• ing. mahkeme
  • ing. saray
  • (bkz: nike court)
  • ing. kur yapmak
  • ing. (başka bir anlamı) bir hükümdarın* genelde yakınında bulundurduğu, yüksek önem taşıyan çalışanları, danışmanları, stratejistleri, bilim adamları, komutanları vs. bunlara verilen kolektif isim yani. retinue ile aynı şey gibi.
  • 34. istanbul film festivali kapsamında gösterilen, hint adalet anlayışını sorgulayan film. filmi seyrederken, memleketteki adalet anlayışıyla hint sisteminin arasında -özellikle de olmayan suçlar yaratılıp bunun üzerinden hapis yatılması açısından- hiçbir farkın olmaması insanda olumsuz anlamda karışık duygular yaratıyor. kısaca, adaletin yozlaşması konusunda coğrafyaların hiçbir farkı kalmıyor.
  • ing. yaranmaya çalışmak

    at last, one of the goddesses who had hopelessly courted him got angry and cursed him. love...
  • ingilizce telaffuzu kuord gibi bir sey. her duydugumda kürtlerden*bahsediliyor saniyorum... aaa bir dakka yoksa? evet evet dağ türklerinin yürürken çıkardıkları ses kart kurt degil "court court"du. zaten bu yuzden kürtler surekli mahkemelerde surunuyor. normal yani.
  • orta sınıf ahlakının ne kadar siktiri boktan bir şey olduğunu altını çizen güzel film. filmin bence tek kusuru zengin veya kendini bir şekilde kurtarmış sınıfın tarafından hikayeyi anlatması. kusurları vardır ancak doğru olan taraf parası olan taraftır demeye yazıyor sanki.

    --- spoiler ---

    statükoya boyun eğmiş, dişlideki bir çarka dönüşmüş insanların başka insanların hayatına -özellikle bu kişi ideolojik olarak sizin karşınızdaysa- son derece duyarsız olması ve sizi yargılarken hiçbir vicdan mekanizmasına dahil etmemesini çarpıcı bi şekilde anlatmış.
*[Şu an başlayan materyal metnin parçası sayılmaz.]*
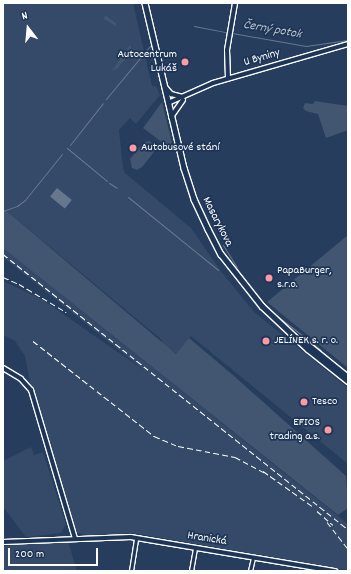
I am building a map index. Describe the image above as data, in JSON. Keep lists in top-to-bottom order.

    boomer'ların gençlerin önünü tıkamakla kalmayıp onları hizaya getirme çabasının ne kadar acizce bir şey olduğuyla da noktalamış
    --- spoiler ---

    türkiyedeki bu abuk adalet sisteminin her anlamda hindistanda olduğunu görünce gazneli mahmut boşuna çalışmamış diyorsunuz. mutlaka izleyin.